WHAT YOU NEED TO DO: Write each line of the material exactly as given, from the top through the line that contains "Give me a JSON", and omit all pictures.

MATERIAL SUPPLIED:
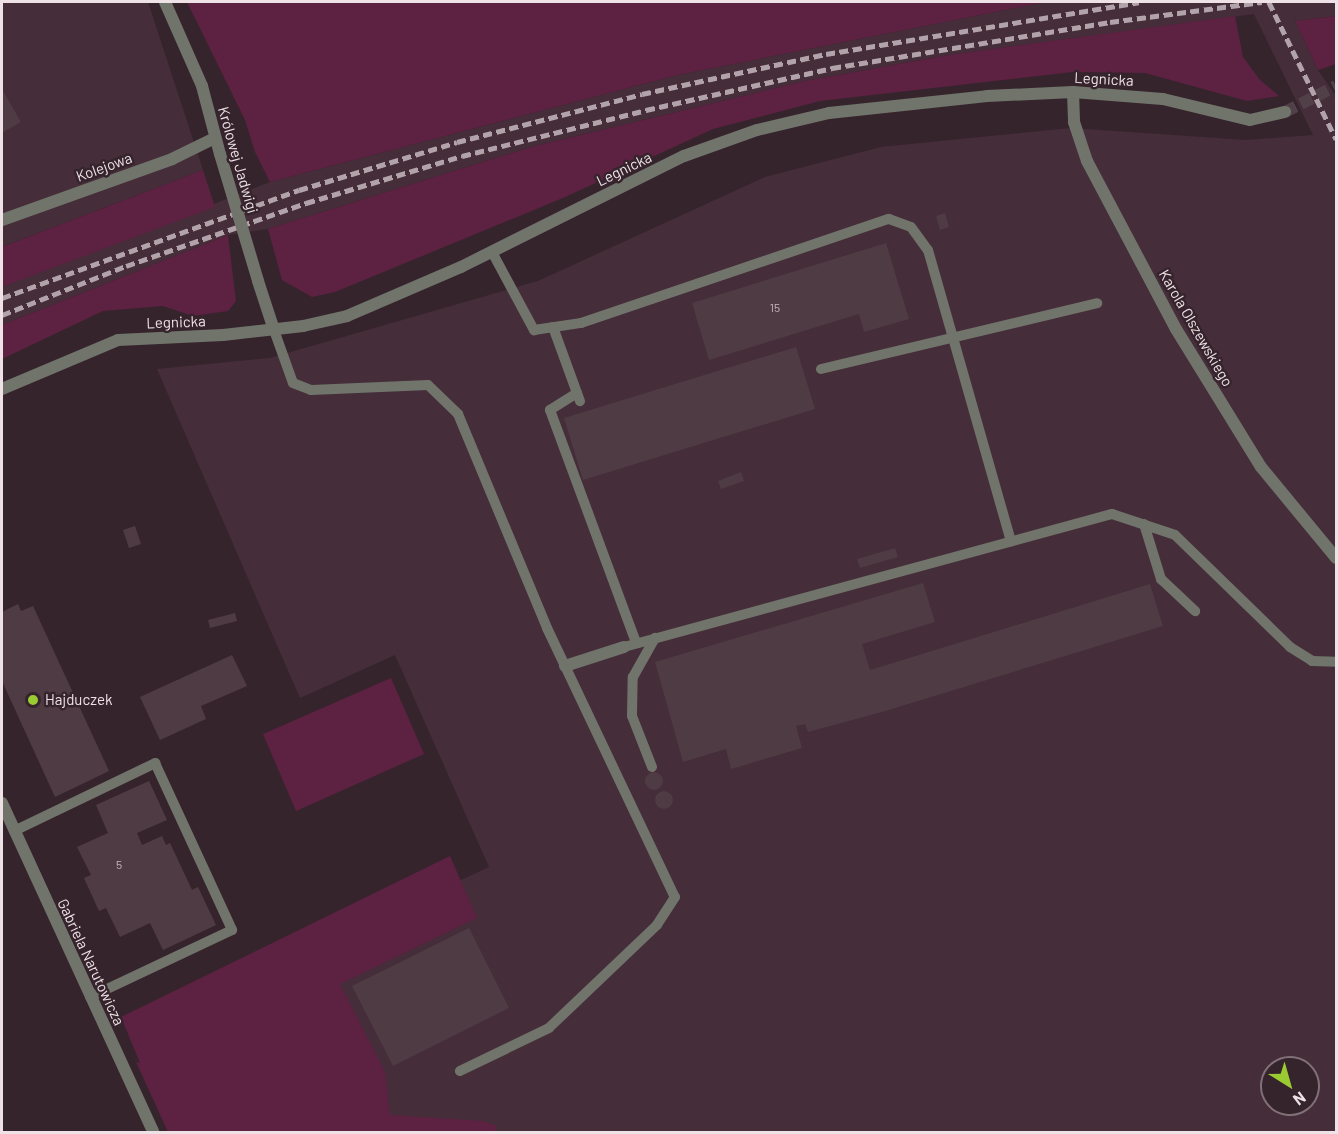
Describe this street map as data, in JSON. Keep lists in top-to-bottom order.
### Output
{
  "streets": {
    "street": [
      "Legnicka",
      "Królowej Jadwigi",
      "Kolejowa",
      "Karola Olszewskiego",
      "Gabriela Narutowicza"
    ]
  },
  "crossings": [
    ["Legnicka", "Królowej Jadwigi"],
    ["Legnicka", "Karola Olszewskiego"],
    ["Królowej Jadwigi", "Kolejowa"]
  ],
  "places": ["Hajduczek"],
  "house_numbers": ["15", "5"],
  "north": "bottom right"
}
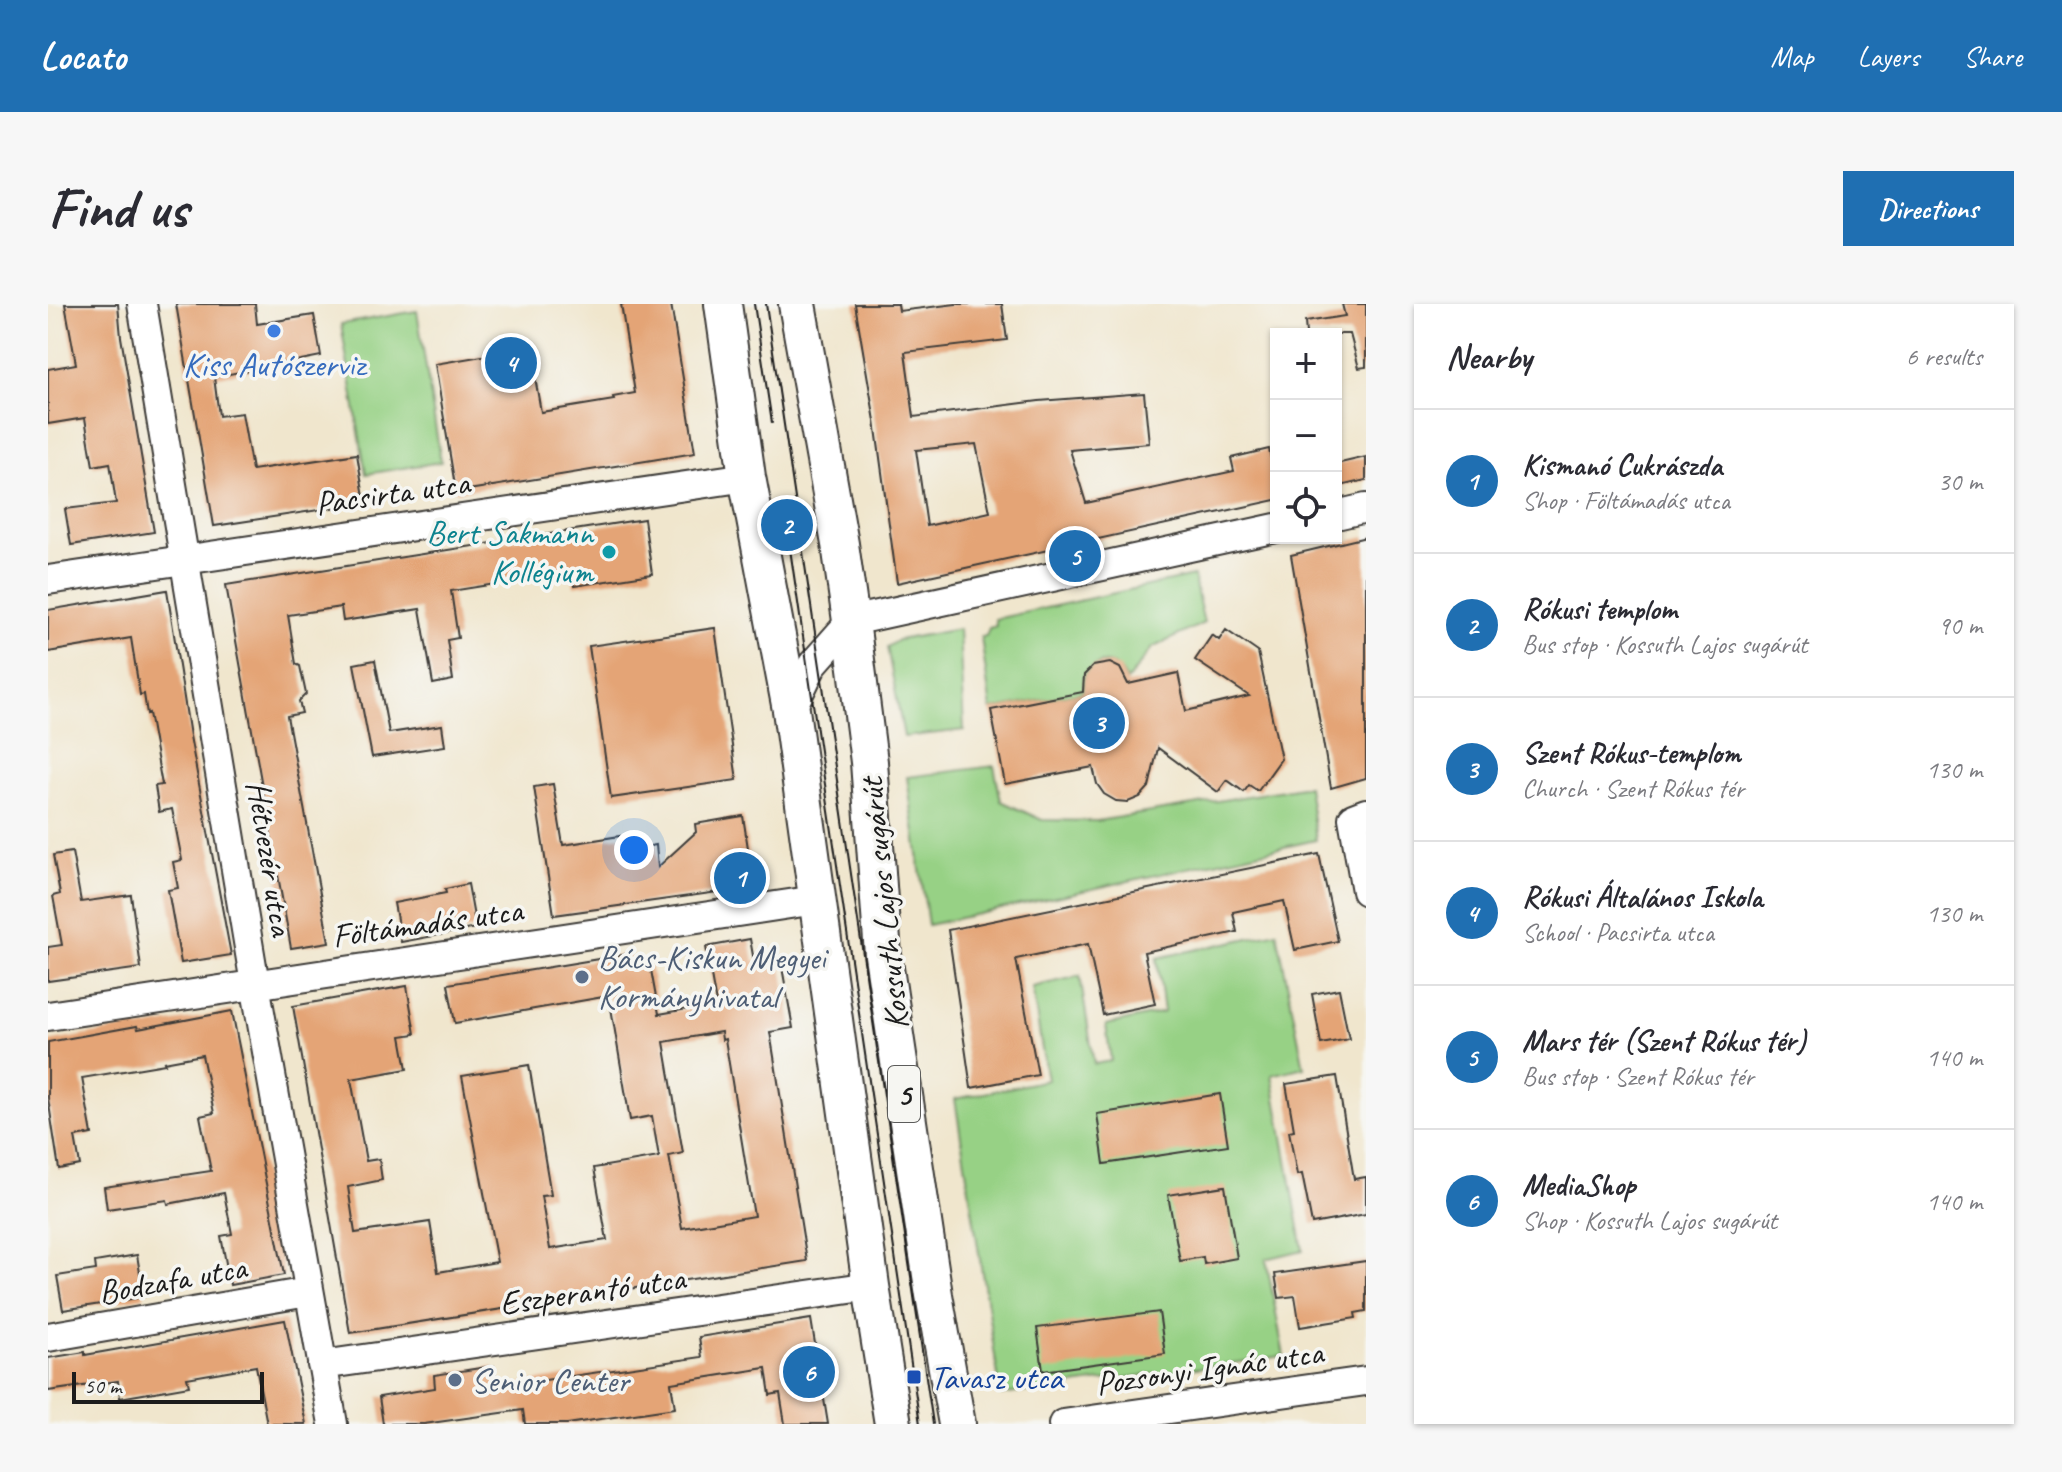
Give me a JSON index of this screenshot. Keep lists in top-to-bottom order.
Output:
{
  "streets": {
    "main road": ["Kossuth Lajos sugárút", "5"],
    "street": [
      "Pacsirta utca",
      "Hétvezér utca",
      "Föltámadás utca",
      "Bodzafa utca",
      "Eszperantó utca",
      "Pozsonyi Ignác utca"
    ]
  },
  "crossings": [
    ["Pacsirta utca", "Hétvezér utca"],
    ["Pacsirta utca", "Kossuth Lajos sugárút"],
    ["Hétvezér utca", "Föltámadás utca"],
    ["Hétvezér utca", "Bodzafa utca"],
    ["Hétvezér utca", "Eszperantó utca"],
    ["Kossuth Lajos sugárút", "Föltámadás utca"],
    ["Kossuth Lajos sugárút", "Eszperantó utca"]
  ],
  "places": {
    "other": [
      "Kiss Autószerviz",
      "Bert Sakmann Kollégium",
      "Bács-Kiskun Megyei Kormányhivatal",
      "Senior Center"
    ],
    "transit": ["Tavasz utca"]
  },
  "scale_bar": "50 m",
  "page": {
    "header": "Locato",
    "nav": ["Map", "Layers", "Share"],
    "buttons": "Directions",
    "title": "Find us",
    "heading": ["Nearby", "6 results"],
    "map_buttons": ["+", "−"],
    "pins": [
      "4",
      "2",
      "5",
      "3",
      "1",
      "6"
    ],
    "list": [
      {
        "mark": "1",
        "name": "Kismanó Cukrászda",
        "note": "Shop · Föltámadás utca",
        "value": "30 m"
      },
      {
        "mark": "2",
        "name": "Rókusi templom",
        "note": "Bus stop · Kossuth Lajos sugárút",
        "value": "90 m"
      },
      {
        "mark": "3",
        "name": "Szent Rókus-templom",
        "note": "Church · Szent Rókus tér",
        "value": "130 m"
      },
      {
        "mark": "4",
        "name": "Rókusi Általános Iskola",
        "note": "School · Pacsirta utca",
        "value": "130 m"
      },
      {
        "mark": "5",
        "name": "Mars tér (Szent Rókus tér)",
        "note": "Bus stop · Szent Rókus tér",
        "value": "140 m"
      },
      {
        "mark": "6",
        "name": "MediaShop",
        "note": "Shop · Kossuth Lajos sugárút",
        "value": "140 m"
      }
    ],
    "scale": "50 m"
  }
}
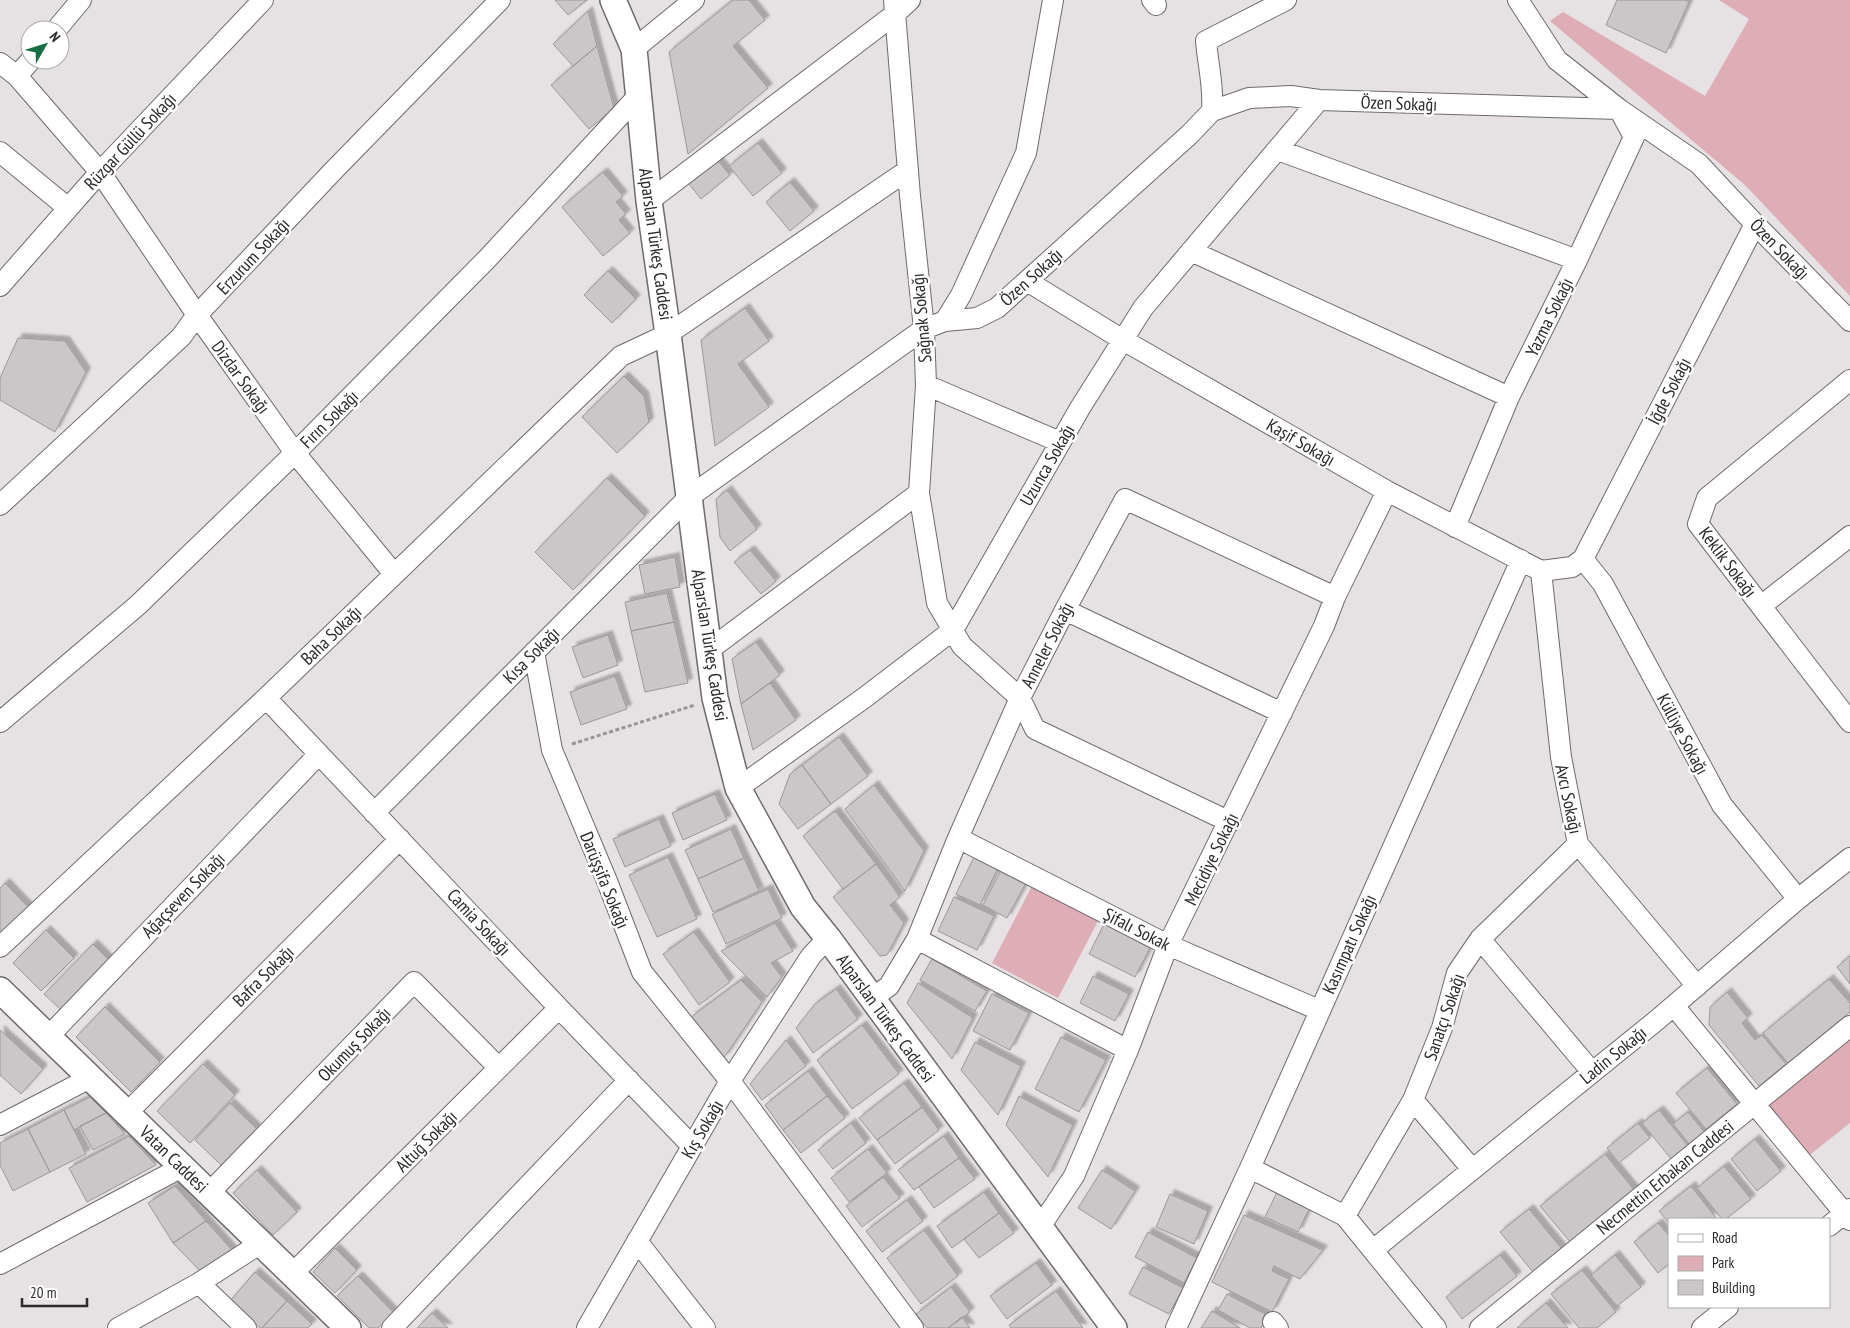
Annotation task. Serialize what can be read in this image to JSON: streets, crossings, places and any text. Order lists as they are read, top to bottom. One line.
{"streets":{"street":["Özen Sokağı","Rüzgar Güllü Sokağı","Alparslan Türkeş Caddesi","Erzurum Sokağı","Yazma Sokağı","Sağnak Sokağı","Dizdar Sokağı","İğde Sokağı","Fırın Sokağı","Kaşif Sokağı","Uzunca Sokağı","Keklik Sokağı","Baha Sokağı","Anneler Sokağı","Kısa Sokağı","Külliye Sokağı","Avcı Sokağı","Mecidiye Sokağı","Darüşşifa Sokağı","Ağaçseven Sokağı","Camia Sokağı","Şifalı Sokak","Kasımpatı Sokağı","Bafra Sokağı","Sanatçı Sokağı","Okumuş Sokağı","Ladin Sokağı","Kış Sokağı","Altuğ Sokağı","Vatan Caddesi","Necmettin Erbakan Caddesi"]},"crossings":[["Özen Sokağı","Yazma Sokağı"],["Özen Sokağı","Sağnak Sokağı"],["Özen Sokağı","İğde Sokağı"],["Özen Sokağı","Kaşif Sokağı"],["Özen Sokağı","Uzunca Sokağı"],["Özen Sokağı","Kısa Sokağı"],["Rüzgar Güllü Sokağı","Dizdar Sokağı"],["Alparslan Türkeş Caddesi","Fırın Sokağı"],["Alparslan Türkeş Caddesi","Uzunca Sokağı"],["Alparslan Türkeş Caddesi","Baha Sokağı"],["Alparslan Türkeş Caddesi","Anneler Sokağı"],["Alparslan Türkeş Caddesi","Kısa Sokağı"],["Alparslan Türkeş Caddesi","Mecidiye Sokağı"],["Alparslan Türkeş Caddesi","Kış Sokağı"],["Erzurum Sokağı","Dizdar Sokağı"],["Yazma Sokağı","Kaşif Sokağı"],["Sağnak Sokağı","Uzunca Sokağı"],["Sağnak Sokağı","Baha Sokağı"],["Sağnak Sokağı","Anneler Sokağı"],["Sağnak Sokağı","Kısa Sokağı"],["Dizdar Sokağı","Fırın Sokağı"],["Dizdar Sokağı","Baha Sokağı"],["İğde Sokağı","Külliye Sokağı"],["Kaşif Sokağı","Uzunca Sokağı"],["Kaşif Sokağı","Avcı Sokağı"],["Kaşif Sokağı","Mecidiye Sokağı"],["Kaşif Sokağı","Kasımpatı Sokağı"],["Baha Sokağı","Camia Sokağı"],["Anneler Sokağı","Mecidiye Sokağı"],["Anneler Sokağı","Şifalı Sokak"],["Kısa Sokağı","Darüşşifa Sokağı"],["Kısa Sokağı","Camia Sokağı"],["Külliye Sokağı","Ladin Sokağı"],["Avcı Sokağı","Sanatçı Sokağı"],["Avcı Sokağı","Ladin Sokağı"],["Mecidiye Sokağı","Şifalı Sokak"],["Darüşşifa Sokağı","Kış Sokağı"],["Ağaçseven Sokağı","Camia Sokağı"],["Ağaçseven Sokağı","Vatan Caddesi"],["Camia Sokağı","Bafra Sokağı"],["Camia Sokağı","Kış Sokağı"],["Camia Sokağı","Altuğ Sokağı"],["Şifalı Sokak","Kasımpatı Sokağı"],["Bafra Sokağı","Vatan Caddesi"],["Okumuş Sokağı","Altuğ Sokağı"],["Okumuş Sokağı","Vatan Caddesi"],["Altuğ Sokağı","Vatan Caddesi"]],"legend":["Road","Park","Building"],"scale_bar":"20 m","north":"top right"}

PROBLEM SOLUTION:
Describe this street map as data, in JSON. Keep lists in top-to-bottom order.
### Output
{
  "streets": {
    "street": [
      "Legnicka",
      "Królowej Jadwigi",
      "Kolejowa",
      "Karola Olszewskiego",
      "Gabriela Narutowicza"
    ]
  },
  "crossings": [
    ["Legnicka", "Królowej Jadwigi"],
    ["Legnicka", "Karola Olszewskiego"],
    ["Królowej Jadwigi", "Kolejowa"]
  ],
  "places": ["Hajduczek"],
  "house_numbers": ["15", "5"],
  "north": "bottom right"
}
Give me a JSON index of this screenshot. Keep lists in top-to-bottom order.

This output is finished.